With the Small Catechism as an outline of the Christian life, we can begin to evaluate the various interpretations of the Scriptures we encounter when we read anything, and particularly interpretations given by various Christian authors and books. It strikes me that members of Lutheran congregations are often wary of Roman Catholic theology and authors (and rightly so, since Roman theology departs at key points from the Scriptural witness). You will rarely find a member of a Lutheran congregation reading “popular” (in the sense of being for lay people) Roman Catholic books. But those same congregation members are not nearly as hesitant to read books written from various Protestant traditions, particularly Baptist and non-denominational. And yet, books written by Baptist or Pentecostal authors are just as contrary to the Lutheran confession found in the Small Catechism as books written by Roman Catholic authors (sometimes even more so, since they often ignore or deny the Sacraments altogether). It is a sad state of affairs when members of a Lutheran congregation are more familiar with the latest Christian best-seller than they are with the documents contained in the Book of Concord (which, according to every LCMS constitution, is the basis for all we teach and do!).

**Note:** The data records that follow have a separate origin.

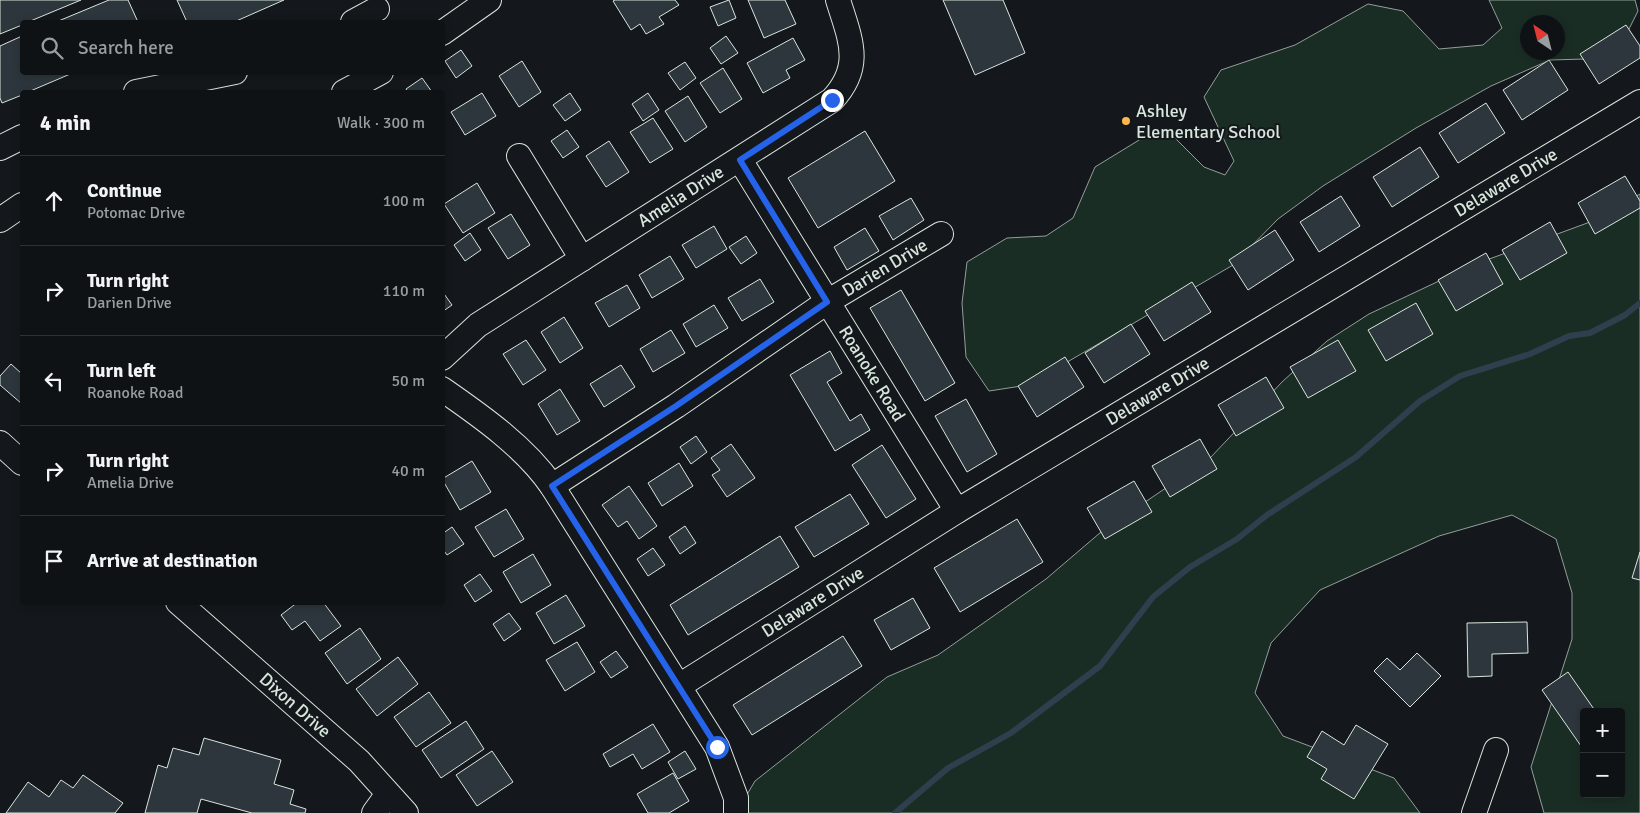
<!DOCTYPE html>
<meta charset="utf-8">
<style>
body{margin:0;font-family:Signika,sans-serif;background:#181b1e;color:#f1f3f6}
.controls{position:absolute;right:15px;bottom:15px;display:grid;overflow:hidden;border-radius:5px;box-shadow:0 2px 8px #0003}
.controls button{width:45px;height:45px;display:grid;place-items:center;padding:0;border:0;border-bottom:1px solid #2f3234;background:#0f1215;color:#f1f3f6;font:25px sans-serif}
.compass{position:absolute;left:1520px;top:15px;width:45px;height:45px;border-radius:50%;background:#0f1215;box-shadow:0 2px 8px #0003;rotate:325deg}
.stop{position:absolute;width:15px;height:15px;margin:-11px;border:4px solid #2563eb;border-radius:50%;background:#fff}
.stop.end{background:#2563eb;border-color:#fff;box-shadow:0 1px 5px #0008}
.list{margin:0;padding:0;list-style:none}
h2{display:flex;justify-content:space-between;align-items:center;height:65px;margin:0;padding:0 20px;font-size:21px}
h2 small{font-size:16px;font-weight:400;color:#9b9ea0}
.list li{display:grid;grid-template-columns:32px 1fr auto;gap:15px;align-items:center;box-sizing:border-box;height:90px;padding:0 20px;border-top:1px solid #2f3234}
.list b{display:block;font-size:19px;white-space:nowrap}
.list p{margin:0;font-size:16px;white-space:nowrap;color:#9b9ea0}
.list em{font-size:16px;font-style:normal;color:#9b9ea0}
.icon{flex:none;width:28px;height:28px;fill:none;stroke:currentColor;stroke-width:2;stroke-linecap:round;stroke-linejoin:round}
.map{position:relative;flex:none;width:1640px;height:813px;overflow:hidden}
.search{position:absolute;background:#0f1215;box-shadow:0 2px 8px #0003;left:20px;top:20px;width:425px;height:55px;display:flex;align-items:center;gap:12px;box-sizing:border-box;padding:0 18px;border-radius:5px;color:#9b9ea0;font-size:19px}
.panel{position:absolute;background:#0f1215;box-shadow:0 2px 8px #0003;left:20px;top:90px;width:425px;height:515px;border-radius:5px}
.map>svg:first-child{display:block}
.green{fill:#1a2d24;stroke:#939e99;fill-rule:evenodd}
.lines{fill:none;stroke-linecap:round;stroke-linejoin:round}
.stream{stroke:#2f3f4d;stroke-width:6}
.building{fill:#2c363c;stroke:#d8e6dc}
.minor-casing{stroke:#d8e6dc;stroke-width:26}
.minor{stroke:#14181c;stroke-width:24}
.route{stroke:#2563eb;stroke-width:6}
.poi-dot{fill:#ffb74d;stroke:#14181c;stroke-width:2}
.labels{text-anchor:middle;stroke-width:4;stroke-linejoin:round;paint-order:stroke}
.poi-label{font-size:18px;fill:#d8e6dc;stroke:#14181c;text-anchor:start}
.street-label{font-size:18px;fill:#d8e6dc;stroke:#14181c}
</style>
<div class="map">
<svg width="1640" height="813" viewBox="0 0 1640 813">
<rect width="100%" height="100%" fill="#14181c"/>
<g class="green">
<path d="M 1489,0 L 1635,0 L 1638,11 L 1625,37 L 1585,59 L 1550,60 L 1491,86 L 1416,128 L 1323,186 L 1278,219 L 1233,265 L 1028,385 L 989,391 L 966,357 L 962,303 L 967,262 L 1007,238 L 1046,236 L 1073,218 L 1095,167 L 1144,137 L 1174,137 L 1204,167 L 1225,175 L 1234,161 L 1204,97 L 1221,70 L 1295,45 L 1368,4 L 1403,11 L 1439,49 L 1483,45 L 1502,28 ZM 1528,22 L 1558,22 L 1558,52 L 1528,52 Z"/>
<path d="M 1640,194 L 1640,813 L 1544,813 L 1531,767 L 1572,639 L 1572,593 L 1556,539 L 1512,515 L 1439,536 L 1320,590 L 1271,643 L 1255,693 L 1283,736 L 1394,778 L 1420,813 L 736,813 L 755,781 L 887,677 L 938,655 L 1046,579 L 1101,532 L 1210,458 L 1282,382 L 1327,341 L 1369,314 L 1473,265 L 1590,222 ZM 1584,712 L 1621,712 L 1621,794 L 1584,794 Z"/>
</g>
<g class="lines">
<polyline class="stream" points="895,813 948,768 1011,733 1100,666 1153,597 1190,567 1237,539 1267,515 1356,457 1420,401 1460,376 1530,354 1569,336 1590,333 1625,315 1640,303"/>
</g>
<g class="building">
<polygon points="0,0 81,0 28,22 22,22 22,25 0,34"/>
<polygon points="109,0 128,0 138,22 56,22"/>
<polygon points="177,0 284,0 234,22 187,22"/>
<polygon points="615,0 675,0 679,5 659,17 664,24 646,34 640,24 631,30 613,1"/>
<polygon points="729,0 736,18 718,26 710,7"/>
<polygon points="748,0 785,0 796,24 764,38"/>
<polygon points="943,0 1003,0 1025,53 975,75"/>
<polygon points="1626,25 1640,46 1640,58 1599,84 1580,54"/>
<polygon points="22,36 22,72 75,72 28,92 22,92 22,95 2,103 0,98 0,46"/>
<polygon points="726,36 738,53 721,64 710,48"/>
<polygon points="793,38 805,60 786,70 790,78 763,93 747,63"/>
<polygon points="461,50 472,66 456,78 445,61"/>
<polygon points="1549,60 1568,90 1522,120 1503,90"/>
<polygon points="522,61 541,92 519,107 499,76"/>
<polygon points="685,62 696,78 680,90 668,73"/>
<polygon points="723,68 742,99 720,113 700,83"/>
<polygon points="422,78 432,92 408,92 406,89"/>
<polygon points="482,93 496,116 465,135 451,112"/>
<polygon points="570,93 581,110 565,121 553,105"/>
<polygon points="648,93 659,110 643,121 632,104"/>
<polygon points="688,96 707,127 685,142 665,111"/>
<polygon points="1486,103 1505,133 1458,163 1439,133"/>
<polygon points="653,118 673,149 650,163 630,132"/>
<polygon points="567,130 579,147 563,158 551,141"/>
<polygon points="865,131 895,181 818,228 788,178"/>
<polygon points="609,141 629,172 606,187 586,156"/>
<polygon points="1420,147 1439,177 1392,207 1373,177"/>
<polygon points="1625,176 1640,201 1640,208 1595,234 1578,203"/>
<polygon points="477,183 495,213 463,233 444,204"/>
<polygon points="1341,196 1360,226 1319,252 1300,222"/>
<polygon points="911,198 924,220 893,240 879,216"/>
<polygon points="511,214 530,245 508,259 488,228"/>
<polygon points="1550,222 1567,253 1520,280 1502,250"/>
<polygon points="714,226 727,249 696,268 682,245"/>
<polygon points="865,228 879,251 847,270 834,247"/>
<polygon points="1275,230 1294,260 1248,290 1229,260"/>
<polygon points="470,233 481,250 465,261 454,245"/>
<polygon points="746,236 757,253 741,264 729,247"/>
<polygon points="1486,253 1503,284 1456,311 1438,280"/>
<polygon points="670,256 684,279 652,298 639,275"/>
<polygon points="760,279 774,302 742,321 728,298"/>
<polygon points="1192,282 1211,312 1164,341 1145,311"/>
<polygon points="627,285 640,308 609,327 595,303"/>
<polygon points="901,290 955,383 925,401 870,308"/>
<polygon points="442,291 452,305 442,312"/>
<polygon points="1416,303 1433,334 1386,361 1368,330"/>
<polygon points="714,305 728,328 696,347 683,324"/>
<polygon points="564,317 583,348 560,363 541,332"/>
<polygon points="1131,324 1150,354 1104,383 1085,353"/>
<polygon points="671,330 685,353 653,372 640,349"/>
<polygon points="526,340 546,370 523,385 503,354"/>
<polygon points="1338,340 1356,371 1308,398 1290,367"/>
<polygon points="830,351 842,373 827,382 850,421 861,414 870,430 835,451 790,375"/>
<polygon points="1065,357 1084,387 1037,417 1018,386"/>
<polygon points="11,364 22,374 22,404 0,385 0,376"/>
<polygon points="621,365 635,387 604,407 590,384"/>
<polygon points="1266,377 1284,408 1236,436 1218,405"/>
<polygon points="560,389 580,421 557,435 538,404"/>
<polygon points="966,399 997,454 967,472 935,416"/>
<polygon points="696,436 707,452 691,464 680,447"/>
<polygon points="1200,439 1217,469 1170,497 1152,466"/>
<polygon points="731,444 755,478 727,497 712,475 720,470 711,458"/>
<polygon points="882,445 916,499 886,518 852,465"/>
<polygon points="472,461 491,492 460,510 442,479"/>
<polygon points="679,463 693,486 662,506 648,483"/>
<polygon points="1134,481 1152,512 1105,539 1087,508"/>
<polygon points="629,486 657,526 639,539 627,521 618,527 602,505"/>
<polygon points="850,494 869,524 814,557 795,527"/>
<polygon points="506,509 524,539 494,557 475,527"/>
<polygon points="1017,519 1043,562 960,612 934,568"/>
<polygon points="685,526 696,543 680,554 669,537"/>
<polygon points="452,527 464,544 447,555 442,548 442,534"/>
<polygon points="780,536 799,567 688,635 670,605"/>
<polygon points="653,548 665,565 648,576 637,559"/>
<polygon points="1640,552 1640,580 1632,578"/>
<polygon points="533,554 551,585 521,603 503,572"/>
<polygon points="480,574 492,591 475,602 464,585"/>
<polygon points="566,595 585,626 554,644 536,613"/>
<polygon points="913,598 930,628 891,650 874,620"/>
<polygon points="298,602 323,602 341,626 320,641 305,621 292,630 281,615"/>
<polygon points="509,613 521,629 504,641 493,624"/>
<polygon points="1527,622 1528,653 1492,654 1492,676 1468,677 1467,623"/>
<polygon points="360,628 381,659 347,684 325,653"/>
<polygon points="843,636 862,666 752,735 733,705"/>
<polygon points="577,642 595,672 565,691 546,660"/>
<polygon points="616,651 628,667 611,678 600,662"/>
<polygon points="1417,653 1441,676 1410,707 1374,671 1387,658 1400,670"/>
<polygon points="398,657 418,684 377,716 356,689"/>
<polygon points="1568,672 1596,712 1584,712 1584,745 1581,746 1542,690"/>
<polygon points="429,692 451,723 416,747 394,717"/>
<polygon points="466,721 484,749 441,778 422,750"/>
<polygon points="653,724 670,752 642,769 633,754 610,767 603,754"/>
<polygon points="1356,725 1388,744 1354,799 1321,779 1327,769 1307,757 1322,731 1344,745"/>
<polygon points="204,738 281,760 274,784 294,790 290,804 306,809 305,813 252,813 201,799 197,813 145,813 158,765 167,768 173,748 199,755"/>
<polygon points="492,751 513,782 477,806 456,775"/>
<polygon points="685,751 696,769 678,779 668,762"/>
<polygon points="673,773 689,801 669,813 648,813 637,794"/>
<polygon points="83,775 123,803 115,813 6,813 28,782 49,797 61,780 73,788"/>
</g>
<g class="lines">
<g class="minor-casing">
<g id="minor">
<polyline points="353,22 377,9"/>
<polyline points="442,33 489,0"/>
<polyline points="136,92 235,72"/>
<polyline points="344,92 381,72"/>
<polyline points="0,148 22,137"/>
<polyline points="519,156 582,259"/>
<path id="s1" d="M 740,160 L 957,511"/>
<polyline points="0,220 22,205"/>
<path id="s2" d="M 442,358 L 478,325 L 832,100 C 864,66 850,39 838,0"/>
<path d="M 442,389 C 481,416 525,447 552,486 L 717,747 L 736,798 L 736,813"/>
<polyline points="0,443 22,463"/>
<path id="s3" d="M 552,486 L 676,406 L 827,302 L 941,234"/>
<path id="s4" d="M 178,602 L 359,761 L 406,813"/>
<path id="s5" d="M 679,686 L 957,511 L 1640,102"/>
<polyline points="374,813 387,795"/>
<polyline points="1474,813 1496,750"/>
</g>
</g>
<use href="#minor" class="minor"/>
</g>
<g class="lines">
<polyline class="route" points="717,747 552,486 676,406 827,302 740,160 832,100"/>
</g>
<circle class="poi-dot" cx="1126" cy="121" r="5"/>
<g class="labels">
<g class="poi-label">
<text x="1136" y="117">Ashley<tspan x="1136" dy="21">Elementary School</tspan></text>
</g>
<g class="street-label">
<text dy="6" stroke="none"><textPath href="#s5" startOffset="968">Delaware Drive</textPath></text>
<text dy="6" stroke="none"><textPath href="#s2" startOffset="289">Amelia Drive</textPath></text>
<text dy="6" stroke="none"><textPath href="#s3" startOffset="398">Darien Drive</textPath></text>
<text dy="6" stroke="none"><textPath href="#s1" startOffset="251">Roanoke Road</textPath></text>
<text dy="6" stroke="none"><textPath href="#s5" startOffset="562">Delaware Drive</textPath></text>
<text dy="6" stroke="none"><textPath href="#s5" startOffset="158">Delaware Drive</textPath></text>
<text dy="6" stroke="none"><textPath href="#s4" startOffset="156">Dixon Drive</textPath></text>
</g>
</g>
</svg>
<div class="controls">
<button>+</button>
<button>−</button>
</div>
<svg class="compass" viewBox="-18 -18 36 36"><path d="M0-13l5 13h-10z" fill="#e53935"/><path d="M0 13l5-13h-10z" fill="#9b9ea0"/></svg>
<div class="stop" style="left:717px;top:747px"></div>
<div class="stop end" style="left:832px;top:100px"></div>
<div class="search"><svg class="icon" aria-label="search" viewBox="0 0 24 24"><circle cx="10" cy="10" r="6"/><path d="M15 15l6 6"/></svg>Search here</div>
<section class="panel">
<h2>4 min<small>Walk · 300 m</small></h2>
<ul class="list">
<li><svg class="icon" aria-label="ahead" viewBox="0 0 24 24"><path d="M12 20V5M6 11l6-6 6 6"/></svg><div><b>Continue</b><p>Potomac Drive</p></div><em>100 m</em></li>
<li><svg class="icon" aria-label="right" viewBox="0 0 24 24"><path d="M7 20v-9h11M14 6l5 5-5 5"/></svg><div><b>Turn right</b><p>Darien Drive</p></div><em>110 m</em></li>
<li><svg class="icon" aria-label="left" viewBox="0 0 24 24"><path d="M17 20v-9H6M10 6l-5 5 5 5"/></svg><div><b>Turn left</b><p>Roanoke Road</p></div><em>50 m</em></li>
<li><svg class="icon" aria-label="right" viewBox="0 0 24 24"><path d="M7 20v-9h11M14 6l5 5-5 5"/></svg><div><b>Turn right</b><p>Amelia Drive</p></div><em>40 m</em></li>
<li><svg class="icon" aria-label="arrive" viewBox="0 0 24 24"><path d="M6 21V4h12l-3 4 3 4H6"/></svg><div><b>Arrive at destination</b></div></li>
</ul>
</section>
</div>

Certainly, books from other traditions can teach us about reading the Scriptures; about how those traditions approach the Bible; and, sometimes, how not to read the Scriptures. But if what we consume is mostly or completely books that are written from outside the Lutheran confession, we will not be shaped and formed into the Catechism’s picture of what a Christian life looks like. It would be, in that case, like knowing what health and fitness look like, and then sitting in front of the television eating only pizza and candy bars, while drinking only soda. It will only take you farther from the goal. If we are reading far more from non-Lutheran authors and teachers than from Lutheran ones (which, of course, is not an endorsement of every Lutheran author, or a dismissal of every non-Lutheran one), well…we are what we read.

This is an encouragement and a plea to return to (or look for the first time!) at the basic documents of the Lutheran confession, and to evaluate all other teachers of the Scriptures from that point of view. You can find them all online at bookofconcord.org, or you can get a helpful edition such as Concordia: The Lutheran Confessions (A Reader’s Edition) from Concordia Publishing House. After the Small Catechism, I would move to the Large Catechism (originally written for pastors to be able to teach their people), and then to the Augsburg Confession, its Apology (Defense), and the Formula of Concord (the document that unified Lutherans after Luther’s death). You are what you read. Make sure, then, that what you read is giving you the true Scriptural view, and not a stunted or truncated view of what the Scriptures teach.

Pr. Winterstein

*St. Augustine (354-430 AD), Bishop of Hippo in North Africa, said, “For you I am a bishop [overseer]; with you I am a Christian.”